» **INSTRUCTIONS TO FOLLOW**:
Which lines in the data contain the word "water"? Please copy each of them.

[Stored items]

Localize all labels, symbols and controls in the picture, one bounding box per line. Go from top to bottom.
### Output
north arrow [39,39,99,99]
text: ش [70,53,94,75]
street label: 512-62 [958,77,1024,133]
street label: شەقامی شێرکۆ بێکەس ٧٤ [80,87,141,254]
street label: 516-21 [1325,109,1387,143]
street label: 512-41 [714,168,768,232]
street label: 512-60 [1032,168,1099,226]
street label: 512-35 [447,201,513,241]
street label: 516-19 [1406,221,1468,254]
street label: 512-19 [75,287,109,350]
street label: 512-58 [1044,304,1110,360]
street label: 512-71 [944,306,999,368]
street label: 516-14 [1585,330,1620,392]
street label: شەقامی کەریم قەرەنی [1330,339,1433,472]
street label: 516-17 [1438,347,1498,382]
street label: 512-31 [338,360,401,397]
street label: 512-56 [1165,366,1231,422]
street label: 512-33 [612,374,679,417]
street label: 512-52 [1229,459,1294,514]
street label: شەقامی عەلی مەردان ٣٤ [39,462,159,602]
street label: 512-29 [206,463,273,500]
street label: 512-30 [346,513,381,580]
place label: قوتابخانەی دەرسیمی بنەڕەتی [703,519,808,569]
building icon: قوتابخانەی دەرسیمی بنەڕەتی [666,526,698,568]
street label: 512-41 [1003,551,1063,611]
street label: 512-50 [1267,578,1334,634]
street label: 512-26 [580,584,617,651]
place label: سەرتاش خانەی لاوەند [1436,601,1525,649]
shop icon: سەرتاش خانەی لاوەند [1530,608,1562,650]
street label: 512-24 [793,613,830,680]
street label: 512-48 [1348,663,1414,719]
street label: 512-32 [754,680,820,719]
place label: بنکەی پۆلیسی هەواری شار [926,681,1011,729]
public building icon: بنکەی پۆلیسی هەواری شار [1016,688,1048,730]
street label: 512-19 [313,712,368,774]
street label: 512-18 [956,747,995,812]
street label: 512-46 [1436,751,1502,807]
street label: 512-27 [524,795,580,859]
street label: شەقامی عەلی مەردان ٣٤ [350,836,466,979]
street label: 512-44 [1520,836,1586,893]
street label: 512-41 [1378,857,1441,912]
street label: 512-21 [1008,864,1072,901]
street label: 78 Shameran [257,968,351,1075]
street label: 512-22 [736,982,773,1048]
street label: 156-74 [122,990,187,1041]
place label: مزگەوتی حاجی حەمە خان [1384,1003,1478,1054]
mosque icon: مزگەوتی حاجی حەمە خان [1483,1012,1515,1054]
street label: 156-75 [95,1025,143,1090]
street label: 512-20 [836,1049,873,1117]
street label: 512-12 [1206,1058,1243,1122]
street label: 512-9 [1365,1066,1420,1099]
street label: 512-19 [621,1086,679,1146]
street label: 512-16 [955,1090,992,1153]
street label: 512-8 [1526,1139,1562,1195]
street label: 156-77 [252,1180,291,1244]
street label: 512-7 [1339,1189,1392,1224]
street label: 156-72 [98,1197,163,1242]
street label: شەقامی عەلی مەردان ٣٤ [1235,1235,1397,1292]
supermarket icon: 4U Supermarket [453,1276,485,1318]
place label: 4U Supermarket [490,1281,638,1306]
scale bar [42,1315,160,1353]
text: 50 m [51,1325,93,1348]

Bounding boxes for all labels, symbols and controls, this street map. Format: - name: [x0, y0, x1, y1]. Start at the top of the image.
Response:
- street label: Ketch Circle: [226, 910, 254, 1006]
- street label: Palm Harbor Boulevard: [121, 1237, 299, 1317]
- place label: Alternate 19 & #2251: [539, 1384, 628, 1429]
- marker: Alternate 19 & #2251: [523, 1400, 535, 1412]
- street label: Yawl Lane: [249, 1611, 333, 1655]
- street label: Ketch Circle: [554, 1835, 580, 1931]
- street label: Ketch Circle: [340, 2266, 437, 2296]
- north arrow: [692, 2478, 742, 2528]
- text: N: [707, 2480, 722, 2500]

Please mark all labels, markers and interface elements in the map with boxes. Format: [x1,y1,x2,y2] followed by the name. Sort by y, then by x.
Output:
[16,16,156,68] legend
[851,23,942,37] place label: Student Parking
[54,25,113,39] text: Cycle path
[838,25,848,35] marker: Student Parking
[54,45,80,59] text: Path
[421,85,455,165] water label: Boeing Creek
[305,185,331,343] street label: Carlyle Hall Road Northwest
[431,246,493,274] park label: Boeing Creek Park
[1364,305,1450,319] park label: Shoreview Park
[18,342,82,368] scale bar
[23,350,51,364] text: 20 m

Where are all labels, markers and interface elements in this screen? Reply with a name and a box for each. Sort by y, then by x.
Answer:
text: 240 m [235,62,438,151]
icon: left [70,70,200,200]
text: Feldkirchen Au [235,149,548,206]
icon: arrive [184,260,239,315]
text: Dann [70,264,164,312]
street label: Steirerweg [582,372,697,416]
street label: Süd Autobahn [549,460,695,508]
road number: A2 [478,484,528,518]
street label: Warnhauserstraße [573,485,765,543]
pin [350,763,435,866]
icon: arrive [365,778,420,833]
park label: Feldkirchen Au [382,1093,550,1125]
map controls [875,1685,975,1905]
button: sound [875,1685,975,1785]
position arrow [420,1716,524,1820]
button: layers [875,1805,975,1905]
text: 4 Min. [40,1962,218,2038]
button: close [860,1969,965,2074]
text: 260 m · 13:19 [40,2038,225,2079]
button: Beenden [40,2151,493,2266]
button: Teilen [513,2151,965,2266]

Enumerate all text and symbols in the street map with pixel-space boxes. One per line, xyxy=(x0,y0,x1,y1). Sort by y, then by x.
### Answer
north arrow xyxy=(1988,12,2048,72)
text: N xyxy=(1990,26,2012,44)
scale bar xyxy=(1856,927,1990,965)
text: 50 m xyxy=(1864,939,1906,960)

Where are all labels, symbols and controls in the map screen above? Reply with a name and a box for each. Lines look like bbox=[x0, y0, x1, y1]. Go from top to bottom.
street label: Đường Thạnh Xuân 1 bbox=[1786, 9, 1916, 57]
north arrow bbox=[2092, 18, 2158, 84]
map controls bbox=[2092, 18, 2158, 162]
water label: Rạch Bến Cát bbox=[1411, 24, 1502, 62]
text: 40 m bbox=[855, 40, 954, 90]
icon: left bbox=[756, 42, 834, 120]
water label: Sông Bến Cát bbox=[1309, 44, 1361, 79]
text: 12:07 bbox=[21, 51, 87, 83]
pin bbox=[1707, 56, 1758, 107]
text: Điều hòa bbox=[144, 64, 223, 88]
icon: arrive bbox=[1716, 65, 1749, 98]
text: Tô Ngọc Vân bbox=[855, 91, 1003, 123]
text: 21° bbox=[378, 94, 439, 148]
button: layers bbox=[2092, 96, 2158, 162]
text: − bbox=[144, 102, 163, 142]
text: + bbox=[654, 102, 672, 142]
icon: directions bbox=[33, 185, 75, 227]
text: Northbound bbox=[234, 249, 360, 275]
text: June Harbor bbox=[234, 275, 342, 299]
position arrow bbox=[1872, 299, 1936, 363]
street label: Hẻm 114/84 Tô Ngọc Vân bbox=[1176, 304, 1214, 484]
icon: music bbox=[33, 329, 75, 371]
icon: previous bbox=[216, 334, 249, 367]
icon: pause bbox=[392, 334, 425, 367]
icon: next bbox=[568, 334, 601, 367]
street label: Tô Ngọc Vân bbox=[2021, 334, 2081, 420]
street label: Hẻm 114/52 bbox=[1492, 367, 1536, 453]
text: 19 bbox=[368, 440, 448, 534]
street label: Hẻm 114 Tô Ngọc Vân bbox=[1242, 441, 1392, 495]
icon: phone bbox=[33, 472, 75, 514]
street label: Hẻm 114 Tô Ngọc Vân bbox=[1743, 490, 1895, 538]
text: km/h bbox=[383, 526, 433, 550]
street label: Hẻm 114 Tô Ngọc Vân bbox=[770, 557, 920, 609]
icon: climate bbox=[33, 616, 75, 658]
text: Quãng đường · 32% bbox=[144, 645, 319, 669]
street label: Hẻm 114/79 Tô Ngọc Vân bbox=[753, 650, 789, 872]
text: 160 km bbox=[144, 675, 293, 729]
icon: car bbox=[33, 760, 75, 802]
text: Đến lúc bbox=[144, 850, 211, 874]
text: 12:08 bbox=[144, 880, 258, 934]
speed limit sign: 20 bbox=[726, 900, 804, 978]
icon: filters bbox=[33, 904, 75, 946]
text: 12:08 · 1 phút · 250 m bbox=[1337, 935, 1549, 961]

» **SOLUTION TO THIS PROBLEM**:
[421,85,455,165] water label: Boeing Creek
water label: Rạch Bến Cát bbox=[1411, 24, 1502, 62]
water label: Sông Bến Cát bbox=[1309, 44, 1361, 79]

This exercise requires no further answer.